[SOURCE DATA — start]

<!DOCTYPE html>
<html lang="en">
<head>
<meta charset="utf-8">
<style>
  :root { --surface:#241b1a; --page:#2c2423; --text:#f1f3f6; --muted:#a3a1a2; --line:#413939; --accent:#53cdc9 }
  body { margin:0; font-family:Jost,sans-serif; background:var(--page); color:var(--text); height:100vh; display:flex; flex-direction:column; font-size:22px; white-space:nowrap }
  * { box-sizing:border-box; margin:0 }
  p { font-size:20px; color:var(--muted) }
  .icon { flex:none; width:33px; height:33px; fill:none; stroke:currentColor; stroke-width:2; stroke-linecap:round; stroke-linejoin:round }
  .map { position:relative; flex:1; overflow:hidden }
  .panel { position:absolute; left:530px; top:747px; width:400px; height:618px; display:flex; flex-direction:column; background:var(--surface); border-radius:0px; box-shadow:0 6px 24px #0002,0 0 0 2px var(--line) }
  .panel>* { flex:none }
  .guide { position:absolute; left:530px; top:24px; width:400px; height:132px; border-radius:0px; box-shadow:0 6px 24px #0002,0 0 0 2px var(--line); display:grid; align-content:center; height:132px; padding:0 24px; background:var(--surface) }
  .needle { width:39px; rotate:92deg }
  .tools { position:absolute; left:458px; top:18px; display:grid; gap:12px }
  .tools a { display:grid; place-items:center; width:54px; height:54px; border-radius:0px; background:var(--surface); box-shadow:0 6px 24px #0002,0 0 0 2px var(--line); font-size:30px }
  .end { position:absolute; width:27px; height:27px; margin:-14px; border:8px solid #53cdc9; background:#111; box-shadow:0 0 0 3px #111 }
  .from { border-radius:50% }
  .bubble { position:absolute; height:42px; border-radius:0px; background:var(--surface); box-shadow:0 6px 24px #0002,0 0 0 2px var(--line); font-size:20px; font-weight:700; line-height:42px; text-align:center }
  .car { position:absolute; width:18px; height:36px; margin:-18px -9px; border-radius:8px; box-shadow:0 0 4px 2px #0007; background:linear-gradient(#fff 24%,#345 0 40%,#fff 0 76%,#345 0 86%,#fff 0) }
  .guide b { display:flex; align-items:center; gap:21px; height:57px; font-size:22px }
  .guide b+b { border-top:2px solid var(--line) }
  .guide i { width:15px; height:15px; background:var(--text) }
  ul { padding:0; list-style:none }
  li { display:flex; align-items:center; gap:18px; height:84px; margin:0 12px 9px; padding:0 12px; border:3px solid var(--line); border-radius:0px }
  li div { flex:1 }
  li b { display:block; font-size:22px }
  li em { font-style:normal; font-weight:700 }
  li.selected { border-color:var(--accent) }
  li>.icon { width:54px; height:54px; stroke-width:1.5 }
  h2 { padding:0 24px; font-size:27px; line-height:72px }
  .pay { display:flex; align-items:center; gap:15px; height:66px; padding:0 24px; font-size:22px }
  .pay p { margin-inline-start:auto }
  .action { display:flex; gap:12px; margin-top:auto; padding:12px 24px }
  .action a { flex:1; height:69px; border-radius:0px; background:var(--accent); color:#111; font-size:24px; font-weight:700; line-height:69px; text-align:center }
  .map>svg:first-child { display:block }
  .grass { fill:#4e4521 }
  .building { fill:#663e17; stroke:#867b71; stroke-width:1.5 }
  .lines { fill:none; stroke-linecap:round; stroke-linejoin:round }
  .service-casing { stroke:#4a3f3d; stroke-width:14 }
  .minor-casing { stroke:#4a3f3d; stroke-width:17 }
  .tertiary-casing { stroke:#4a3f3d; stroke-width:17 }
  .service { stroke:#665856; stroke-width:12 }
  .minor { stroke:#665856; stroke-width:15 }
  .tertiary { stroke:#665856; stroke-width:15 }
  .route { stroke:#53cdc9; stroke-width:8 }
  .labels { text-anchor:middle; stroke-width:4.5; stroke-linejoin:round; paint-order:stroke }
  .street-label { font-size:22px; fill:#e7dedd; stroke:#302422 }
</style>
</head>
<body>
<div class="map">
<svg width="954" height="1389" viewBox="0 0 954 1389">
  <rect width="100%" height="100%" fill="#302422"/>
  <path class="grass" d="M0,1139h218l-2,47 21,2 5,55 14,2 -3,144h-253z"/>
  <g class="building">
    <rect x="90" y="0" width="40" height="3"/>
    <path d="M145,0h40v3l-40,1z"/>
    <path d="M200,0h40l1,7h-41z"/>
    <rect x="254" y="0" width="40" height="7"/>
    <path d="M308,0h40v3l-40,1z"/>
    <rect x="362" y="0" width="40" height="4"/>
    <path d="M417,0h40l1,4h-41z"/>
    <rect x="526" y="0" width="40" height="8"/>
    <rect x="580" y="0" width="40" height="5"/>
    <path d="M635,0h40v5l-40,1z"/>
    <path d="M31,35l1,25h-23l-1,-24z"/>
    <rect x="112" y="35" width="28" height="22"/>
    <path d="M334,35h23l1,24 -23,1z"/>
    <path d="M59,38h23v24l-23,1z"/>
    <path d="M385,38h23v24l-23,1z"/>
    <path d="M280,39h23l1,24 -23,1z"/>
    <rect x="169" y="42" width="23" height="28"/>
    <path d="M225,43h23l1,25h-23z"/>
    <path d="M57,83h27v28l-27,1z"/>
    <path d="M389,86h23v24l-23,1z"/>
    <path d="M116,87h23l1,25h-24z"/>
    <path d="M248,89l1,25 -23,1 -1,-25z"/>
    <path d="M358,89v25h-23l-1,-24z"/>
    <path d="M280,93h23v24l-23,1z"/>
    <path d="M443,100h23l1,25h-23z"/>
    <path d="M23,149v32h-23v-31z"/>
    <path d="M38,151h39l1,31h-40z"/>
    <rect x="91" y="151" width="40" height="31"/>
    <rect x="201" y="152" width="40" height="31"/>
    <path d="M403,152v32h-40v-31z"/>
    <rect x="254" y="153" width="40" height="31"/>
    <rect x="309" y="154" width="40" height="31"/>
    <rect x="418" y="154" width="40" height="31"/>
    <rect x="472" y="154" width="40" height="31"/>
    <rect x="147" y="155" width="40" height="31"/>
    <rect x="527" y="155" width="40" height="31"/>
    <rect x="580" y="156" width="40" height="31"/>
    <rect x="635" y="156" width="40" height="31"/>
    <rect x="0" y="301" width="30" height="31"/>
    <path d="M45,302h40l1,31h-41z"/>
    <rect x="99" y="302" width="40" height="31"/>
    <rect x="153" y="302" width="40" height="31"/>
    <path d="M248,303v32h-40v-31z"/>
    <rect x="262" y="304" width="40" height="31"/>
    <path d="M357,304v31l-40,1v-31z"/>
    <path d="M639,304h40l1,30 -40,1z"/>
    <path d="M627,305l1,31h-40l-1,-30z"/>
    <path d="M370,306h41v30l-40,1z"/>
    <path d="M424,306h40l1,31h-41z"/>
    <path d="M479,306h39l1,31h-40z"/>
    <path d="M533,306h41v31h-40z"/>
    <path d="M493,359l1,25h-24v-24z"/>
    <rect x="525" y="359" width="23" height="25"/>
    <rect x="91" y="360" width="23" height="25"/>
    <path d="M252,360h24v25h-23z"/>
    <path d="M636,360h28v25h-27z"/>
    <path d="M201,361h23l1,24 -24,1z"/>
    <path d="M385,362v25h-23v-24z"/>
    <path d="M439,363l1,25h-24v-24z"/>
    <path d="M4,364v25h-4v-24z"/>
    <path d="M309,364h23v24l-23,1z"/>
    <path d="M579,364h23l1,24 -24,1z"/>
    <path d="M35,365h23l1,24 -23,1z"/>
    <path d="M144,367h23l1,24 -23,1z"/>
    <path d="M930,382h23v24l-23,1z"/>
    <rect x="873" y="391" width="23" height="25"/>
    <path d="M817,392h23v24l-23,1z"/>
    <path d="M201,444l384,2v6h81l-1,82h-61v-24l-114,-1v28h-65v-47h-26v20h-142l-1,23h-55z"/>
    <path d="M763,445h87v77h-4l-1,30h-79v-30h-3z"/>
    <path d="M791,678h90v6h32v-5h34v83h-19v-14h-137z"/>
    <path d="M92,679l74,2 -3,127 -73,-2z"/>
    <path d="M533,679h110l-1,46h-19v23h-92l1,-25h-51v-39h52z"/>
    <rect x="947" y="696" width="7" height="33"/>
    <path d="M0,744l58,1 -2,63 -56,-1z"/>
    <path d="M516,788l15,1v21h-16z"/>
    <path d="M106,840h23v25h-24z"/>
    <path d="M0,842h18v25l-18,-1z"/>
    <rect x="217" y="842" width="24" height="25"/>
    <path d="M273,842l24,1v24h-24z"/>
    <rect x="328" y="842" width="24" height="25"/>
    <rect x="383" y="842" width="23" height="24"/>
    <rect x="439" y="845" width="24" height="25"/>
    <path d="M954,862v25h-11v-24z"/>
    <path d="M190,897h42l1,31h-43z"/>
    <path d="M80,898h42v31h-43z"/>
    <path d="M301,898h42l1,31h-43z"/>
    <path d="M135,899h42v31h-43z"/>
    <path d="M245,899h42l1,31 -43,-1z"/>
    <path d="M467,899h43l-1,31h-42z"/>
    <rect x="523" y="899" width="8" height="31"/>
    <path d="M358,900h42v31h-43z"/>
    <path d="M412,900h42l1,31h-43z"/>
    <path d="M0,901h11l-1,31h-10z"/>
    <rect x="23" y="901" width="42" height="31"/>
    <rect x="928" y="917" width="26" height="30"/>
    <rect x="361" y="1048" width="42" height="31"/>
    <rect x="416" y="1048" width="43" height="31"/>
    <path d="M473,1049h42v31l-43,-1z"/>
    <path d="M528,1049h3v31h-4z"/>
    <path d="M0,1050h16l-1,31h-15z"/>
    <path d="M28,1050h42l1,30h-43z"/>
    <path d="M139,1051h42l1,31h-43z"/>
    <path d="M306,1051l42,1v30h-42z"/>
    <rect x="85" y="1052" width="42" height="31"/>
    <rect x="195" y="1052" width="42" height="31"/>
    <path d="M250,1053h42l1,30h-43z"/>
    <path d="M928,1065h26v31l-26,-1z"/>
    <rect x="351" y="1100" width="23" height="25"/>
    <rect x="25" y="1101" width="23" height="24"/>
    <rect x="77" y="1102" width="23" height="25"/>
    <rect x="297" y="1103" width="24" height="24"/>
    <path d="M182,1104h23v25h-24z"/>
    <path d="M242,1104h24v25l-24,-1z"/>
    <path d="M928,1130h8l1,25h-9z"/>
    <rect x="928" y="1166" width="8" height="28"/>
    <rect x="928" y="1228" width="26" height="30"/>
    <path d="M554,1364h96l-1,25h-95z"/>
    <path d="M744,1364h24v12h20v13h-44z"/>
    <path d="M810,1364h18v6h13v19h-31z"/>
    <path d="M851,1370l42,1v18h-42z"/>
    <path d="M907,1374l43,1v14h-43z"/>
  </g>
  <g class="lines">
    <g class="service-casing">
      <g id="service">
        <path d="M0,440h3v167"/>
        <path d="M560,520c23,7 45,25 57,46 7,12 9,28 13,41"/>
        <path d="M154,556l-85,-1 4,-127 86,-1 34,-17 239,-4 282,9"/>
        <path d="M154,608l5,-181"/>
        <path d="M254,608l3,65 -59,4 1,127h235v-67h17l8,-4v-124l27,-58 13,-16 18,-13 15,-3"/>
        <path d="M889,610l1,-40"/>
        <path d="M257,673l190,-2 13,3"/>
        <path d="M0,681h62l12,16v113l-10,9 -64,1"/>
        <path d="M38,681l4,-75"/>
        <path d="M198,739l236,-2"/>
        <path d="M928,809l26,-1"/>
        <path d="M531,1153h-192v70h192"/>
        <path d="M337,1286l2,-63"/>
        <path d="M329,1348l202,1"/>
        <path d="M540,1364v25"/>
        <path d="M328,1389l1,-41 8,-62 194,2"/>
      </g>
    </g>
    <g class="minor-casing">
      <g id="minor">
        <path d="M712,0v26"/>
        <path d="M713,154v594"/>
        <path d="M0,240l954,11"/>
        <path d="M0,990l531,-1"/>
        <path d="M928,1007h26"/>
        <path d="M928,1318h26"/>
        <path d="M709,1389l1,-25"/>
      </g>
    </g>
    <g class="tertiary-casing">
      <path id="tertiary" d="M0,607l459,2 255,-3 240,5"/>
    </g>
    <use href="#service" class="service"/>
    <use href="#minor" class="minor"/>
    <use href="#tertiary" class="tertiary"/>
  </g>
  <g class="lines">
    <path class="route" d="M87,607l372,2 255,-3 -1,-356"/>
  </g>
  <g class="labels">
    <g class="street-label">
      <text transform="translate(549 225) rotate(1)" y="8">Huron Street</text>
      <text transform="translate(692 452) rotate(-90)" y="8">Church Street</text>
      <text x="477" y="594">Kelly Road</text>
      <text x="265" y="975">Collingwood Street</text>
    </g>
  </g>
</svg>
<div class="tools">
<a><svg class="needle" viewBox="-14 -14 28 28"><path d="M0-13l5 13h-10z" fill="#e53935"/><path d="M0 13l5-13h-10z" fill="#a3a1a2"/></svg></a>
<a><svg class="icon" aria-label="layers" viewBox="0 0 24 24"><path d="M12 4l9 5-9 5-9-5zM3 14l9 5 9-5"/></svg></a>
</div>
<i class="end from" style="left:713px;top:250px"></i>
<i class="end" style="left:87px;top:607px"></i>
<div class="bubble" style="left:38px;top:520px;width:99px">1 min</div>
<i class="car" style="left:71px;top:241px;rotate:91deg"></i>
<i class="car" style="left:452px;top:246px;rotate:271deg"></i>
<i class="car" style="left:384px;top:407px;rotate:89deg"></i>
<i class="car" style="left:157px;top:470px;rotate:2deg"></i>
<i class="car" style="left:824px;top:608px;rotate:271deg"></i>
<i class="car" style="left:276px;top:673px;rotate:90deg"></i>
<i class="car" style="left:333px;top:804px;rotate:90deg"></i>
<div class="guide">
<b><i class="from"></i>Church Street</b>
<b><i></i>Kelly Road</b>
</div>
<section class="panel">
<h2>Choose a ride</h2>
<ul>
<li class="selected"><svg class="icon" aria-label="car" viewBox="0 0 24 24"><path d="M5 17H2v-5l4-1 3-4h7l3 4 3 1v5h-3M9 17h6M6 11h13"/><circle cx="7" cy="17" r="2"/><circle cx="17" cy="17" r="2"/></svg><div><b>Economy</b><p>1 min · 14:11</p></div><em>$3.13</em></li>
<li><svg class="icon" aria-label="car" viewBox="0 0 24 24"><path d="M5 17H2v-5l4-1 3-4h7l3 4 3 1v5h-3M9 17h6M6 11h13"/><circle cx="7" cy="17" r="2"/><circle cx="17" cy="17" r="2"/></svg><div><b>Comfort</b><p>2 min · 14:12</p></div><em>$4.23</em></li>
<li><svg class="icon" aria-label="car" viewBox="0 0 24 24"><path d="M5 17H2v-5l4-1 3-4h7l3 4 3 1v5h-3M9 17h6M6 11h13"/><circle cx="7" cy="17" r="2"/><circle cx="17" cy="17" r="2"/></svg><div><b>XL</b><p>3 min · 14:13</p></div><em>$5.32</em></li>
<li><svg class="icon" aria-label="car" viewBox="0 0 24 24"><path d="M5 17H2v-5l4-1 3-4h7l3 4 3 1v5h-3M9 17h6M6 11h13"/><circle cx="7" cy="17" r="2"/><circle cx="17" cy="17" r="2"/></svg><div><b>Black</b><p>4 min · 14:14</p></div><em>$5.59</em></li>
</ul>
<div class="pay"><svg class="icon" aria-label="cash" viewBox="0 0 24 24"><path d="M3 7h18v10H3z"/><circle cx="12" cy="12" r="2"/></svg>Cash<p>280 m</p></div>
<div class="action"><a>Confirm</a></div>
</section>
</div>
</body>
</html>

[SOURCE DATA — finish]

- _INSTRUCTIONS FOR THE TASK_: Copy every line of the data above in which the string "tools" appears.

- _REPLY_:
  .tools { position:absolute; left:458px; top:18px; display:grid; gap:12px }
  .tools a { display:grid; place-items:center; width:54px; height:54px; border-radius:0px; background:var(--surface); box-shadow:0 6px 24px #0002,0 0 0 2px var(--line); font-size:30px }
<div class="tools">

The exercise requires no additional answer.